What the exercise asks: For each line below that contains the string "dash", copy that line.

Task input:
━━━━━━
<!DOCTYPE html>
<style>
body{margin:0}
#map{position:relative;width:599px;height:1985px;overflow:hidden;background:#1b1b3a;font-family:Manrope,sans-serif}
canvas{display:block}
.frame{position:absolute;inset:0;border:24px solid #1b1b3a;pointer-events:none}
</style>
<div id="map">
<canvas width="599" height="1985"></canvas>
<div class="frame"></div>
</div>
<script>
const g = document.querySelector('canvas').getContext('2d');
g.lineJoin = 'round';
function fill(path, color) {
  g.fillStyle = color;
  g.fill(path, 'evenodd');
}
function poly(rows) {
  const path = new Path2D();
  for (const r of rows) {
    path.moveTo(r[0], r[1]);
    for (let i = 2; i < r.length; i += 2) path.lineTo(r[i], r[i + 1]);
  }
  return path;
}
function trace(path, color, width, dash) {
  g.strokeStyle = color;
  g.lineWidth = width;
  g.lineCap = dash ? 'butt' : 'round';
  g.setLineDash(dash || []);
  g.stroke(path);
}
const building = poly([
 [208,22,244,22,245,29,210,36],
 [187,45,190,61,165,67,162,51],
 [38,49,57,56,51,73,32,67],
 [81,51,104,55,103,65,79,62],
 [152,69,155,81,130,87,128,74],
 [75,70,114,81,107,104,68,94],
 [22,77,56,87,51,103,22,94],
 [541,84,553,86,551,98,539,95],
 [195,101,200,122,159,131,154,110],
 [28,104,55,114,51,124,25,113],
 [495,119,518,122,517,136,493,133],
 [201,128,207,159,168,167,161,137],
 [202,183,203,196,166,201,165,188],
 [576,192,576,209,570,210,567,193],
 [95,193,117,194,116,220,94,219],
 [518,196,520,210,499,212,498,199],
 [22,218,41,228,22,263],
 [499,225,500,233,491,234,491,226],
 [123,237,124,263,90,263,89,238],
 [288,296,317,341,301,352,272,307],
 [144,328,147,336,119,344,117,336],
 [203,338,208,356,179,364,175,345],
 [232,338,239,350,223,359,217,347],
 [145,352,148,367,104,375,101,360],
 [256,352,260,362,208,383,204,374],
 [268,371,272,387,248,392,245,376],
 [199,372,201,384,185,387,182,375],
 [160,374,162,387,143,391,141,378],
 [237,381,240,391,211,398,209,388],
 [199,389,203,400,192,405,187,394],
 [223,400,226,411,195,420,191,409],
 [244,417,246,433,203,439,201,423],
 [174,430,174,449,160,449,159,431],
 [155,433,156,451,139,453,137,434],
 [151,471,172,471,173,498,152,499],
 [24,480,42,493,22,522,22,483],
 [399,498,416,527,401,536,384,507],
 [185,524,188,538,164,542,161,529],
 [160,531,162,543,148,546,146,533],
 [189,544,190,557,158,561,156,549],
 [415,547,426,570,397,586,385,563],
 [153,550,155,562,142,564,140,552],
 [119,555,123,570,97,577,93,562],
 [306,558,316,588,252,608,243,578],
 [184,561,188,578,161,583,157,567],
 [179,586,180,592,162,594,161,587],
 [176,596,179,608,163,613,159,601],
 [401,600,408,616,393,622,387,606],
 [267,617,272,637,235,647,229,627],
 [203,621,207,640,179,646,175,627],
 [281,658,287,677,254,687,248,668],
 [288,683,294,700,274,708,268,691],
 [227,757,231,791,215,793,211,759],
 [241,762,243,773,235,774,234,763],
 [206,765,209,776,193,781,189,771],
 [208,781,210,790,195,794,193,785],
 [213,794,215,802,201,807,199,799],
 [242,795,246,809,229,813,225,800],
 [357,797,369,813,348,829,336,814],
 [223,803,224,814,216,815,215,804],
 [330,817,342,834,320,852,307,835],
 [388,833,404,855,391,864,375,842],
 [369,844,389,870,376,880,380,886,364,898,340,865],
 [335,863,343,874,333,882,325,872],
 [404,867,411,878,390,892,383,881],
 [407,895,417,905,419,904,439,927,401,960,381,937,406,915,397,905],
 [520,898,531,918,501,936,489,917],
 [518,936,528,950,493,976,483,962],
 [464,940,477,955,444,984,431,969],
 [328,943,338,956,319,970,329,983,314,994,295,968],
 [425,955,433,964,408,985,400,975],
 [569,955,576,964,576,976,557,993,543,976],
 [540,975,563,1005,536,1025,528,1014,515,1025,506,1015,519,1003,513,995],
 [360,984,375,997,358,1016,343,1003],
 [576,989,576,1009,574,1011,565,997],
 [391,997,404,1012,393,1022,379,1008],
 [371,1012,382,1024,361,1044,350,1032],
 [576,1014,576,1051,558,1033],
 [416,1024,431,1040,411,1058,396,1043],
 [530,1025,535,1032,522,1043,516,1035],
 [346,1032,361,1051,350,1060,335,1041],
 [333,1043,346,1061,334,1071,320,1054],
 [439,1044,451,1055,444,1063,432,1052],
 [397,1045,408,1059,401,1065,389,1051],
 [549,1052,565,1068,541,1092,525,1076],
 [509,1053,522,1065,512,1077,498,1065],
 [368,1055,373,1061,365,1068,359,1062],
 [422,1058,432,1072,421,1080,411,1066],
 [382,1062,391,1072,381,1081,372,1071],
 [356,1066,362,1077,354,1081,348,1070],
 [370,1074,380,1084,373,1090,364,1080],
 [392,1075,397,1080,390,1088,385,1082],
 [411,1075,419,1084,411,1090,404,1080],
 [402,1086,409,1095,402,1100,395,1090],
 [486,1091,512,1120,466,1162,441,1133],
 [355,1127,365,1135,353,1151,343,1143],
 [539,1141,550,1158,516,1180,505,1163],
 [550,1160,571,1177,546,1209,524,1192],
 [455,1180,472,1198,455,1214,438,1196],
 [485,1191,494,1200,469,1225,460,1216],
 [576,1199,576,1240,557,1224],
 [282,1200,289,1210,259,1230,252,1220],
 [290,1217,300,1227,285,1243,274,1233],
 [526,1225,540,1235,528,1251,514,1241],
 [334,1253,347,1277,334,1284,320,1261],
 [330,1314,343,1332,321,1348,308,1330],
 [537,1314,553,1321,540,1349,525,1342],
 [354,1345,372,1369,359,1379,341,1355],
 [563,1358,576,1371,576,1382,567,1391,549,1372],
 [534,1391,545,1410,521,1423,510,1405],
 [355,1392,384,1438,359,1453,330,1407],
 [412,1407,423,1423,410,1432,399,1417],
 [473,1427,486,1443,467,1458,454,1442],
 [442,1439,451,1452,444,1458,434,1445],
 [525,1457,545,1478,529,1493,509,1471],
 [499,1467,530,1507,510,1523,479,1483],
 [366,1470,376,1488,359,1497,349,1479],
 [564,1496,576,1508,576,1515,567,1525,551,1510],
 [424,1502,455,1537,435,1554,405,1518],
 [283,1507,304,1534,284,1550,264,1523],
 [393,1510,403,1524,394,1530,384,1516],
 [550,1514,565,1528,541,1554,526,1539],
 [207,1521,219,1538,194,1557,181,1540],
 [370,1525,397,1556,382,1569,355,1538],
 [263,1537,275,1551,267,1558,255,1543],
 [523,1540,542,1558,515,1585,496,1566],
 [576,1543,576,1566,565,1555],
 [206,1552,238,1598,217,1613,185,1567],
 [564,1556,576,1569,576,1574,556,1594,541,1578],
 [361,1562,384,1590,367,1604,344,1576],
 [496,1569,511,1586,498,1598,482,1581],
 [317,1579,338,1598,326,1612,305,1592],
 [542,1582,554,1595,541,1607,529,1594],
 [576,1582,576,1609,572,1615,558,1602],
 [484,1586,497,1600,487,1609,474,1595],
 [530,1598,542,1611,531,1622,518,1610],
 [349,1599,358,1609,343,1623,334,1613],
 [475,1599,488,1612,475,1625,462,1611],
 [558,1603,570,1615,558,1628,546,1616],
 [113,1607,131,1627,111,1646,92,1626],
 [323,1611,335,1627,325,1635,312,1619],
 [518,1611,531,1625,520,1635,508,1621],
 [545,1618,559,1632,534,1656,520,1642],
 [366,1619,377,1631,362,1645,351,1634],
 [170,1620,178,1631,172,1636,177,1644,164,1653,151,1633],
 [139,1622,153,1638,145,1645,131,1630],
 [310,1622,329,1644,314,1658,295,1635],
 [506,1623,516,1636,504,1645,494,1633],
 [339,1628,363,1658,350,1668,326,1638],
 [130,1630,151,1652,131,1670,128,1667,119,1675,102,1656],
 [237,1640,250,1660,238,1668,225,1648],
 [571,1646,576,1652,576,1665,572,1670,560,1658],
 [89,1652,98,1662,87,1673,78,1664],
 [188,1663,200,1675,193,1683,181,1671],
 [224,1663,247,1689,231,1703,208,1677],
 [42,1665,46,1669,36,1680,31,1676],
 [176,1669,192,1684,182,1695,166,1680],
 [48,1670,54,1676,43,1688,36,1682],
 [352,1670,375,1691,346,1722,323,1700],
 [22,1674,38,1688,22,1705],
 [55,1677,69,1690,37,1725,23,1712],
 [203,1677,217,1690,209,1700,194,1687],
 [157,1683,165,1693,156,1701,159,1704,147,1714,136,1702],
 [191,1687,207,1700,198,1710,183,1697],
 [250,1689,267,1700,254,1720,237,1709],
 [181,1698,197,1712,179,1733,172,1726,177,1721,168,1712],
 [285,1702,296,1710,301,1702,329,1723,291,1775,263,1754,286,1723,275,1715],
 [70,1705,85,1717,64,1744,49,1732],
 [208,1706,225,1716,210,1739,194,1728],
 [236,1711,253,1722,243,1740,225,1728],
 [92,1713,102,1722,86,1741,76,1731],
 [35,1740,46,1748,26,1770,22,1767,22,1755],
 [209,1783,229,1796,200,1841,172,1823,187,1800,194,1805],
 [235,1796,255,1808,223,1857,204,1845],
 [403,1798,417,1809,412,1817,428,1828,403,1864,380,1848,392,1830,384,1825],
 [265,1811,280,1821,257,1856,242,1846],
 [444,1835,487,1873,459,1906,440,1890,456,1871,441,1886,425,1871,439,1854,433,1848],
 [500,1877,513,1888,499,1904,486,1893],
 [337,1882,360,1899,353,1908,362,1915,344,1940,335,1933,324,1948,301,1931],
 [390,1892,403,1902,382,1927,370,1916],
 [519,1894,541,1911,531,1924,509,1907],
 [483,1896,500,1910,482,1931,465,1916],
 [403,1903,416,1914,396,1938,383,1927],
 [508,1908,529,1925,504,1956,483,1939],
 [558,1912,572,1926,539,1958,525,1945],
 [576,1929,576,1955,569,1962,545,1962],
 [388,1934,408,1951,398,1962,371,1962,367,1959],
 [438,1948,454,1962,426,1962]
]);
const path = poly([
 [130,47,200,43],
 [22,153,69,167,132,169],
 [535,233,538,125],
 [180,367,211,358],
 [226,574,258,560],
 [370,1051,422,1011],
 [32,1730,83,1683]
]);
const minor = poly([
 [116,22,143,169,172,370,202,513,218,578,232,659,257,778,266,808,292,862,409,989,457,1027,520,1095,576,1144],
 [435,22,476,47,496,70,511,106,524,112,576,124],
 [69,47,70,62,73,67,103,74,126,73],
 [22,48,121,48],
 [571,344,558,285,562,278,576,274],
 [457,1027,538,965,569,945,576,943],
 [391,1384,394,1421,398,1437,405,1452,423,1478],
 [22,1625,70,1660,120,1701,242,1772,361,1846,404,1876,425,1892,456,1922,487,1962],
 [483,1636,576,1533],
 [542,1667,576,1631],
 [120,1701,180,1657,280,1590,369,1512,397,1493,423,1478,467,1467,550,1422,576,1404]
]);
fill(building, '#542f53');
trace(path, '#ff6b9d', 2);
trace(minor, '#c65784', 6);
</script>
━━━━━━
Your response:
function trace(path, color, width, dash) {
  g.lineCap = dash ? 'butt' : 'round';
  g.setLineDash(dash || []);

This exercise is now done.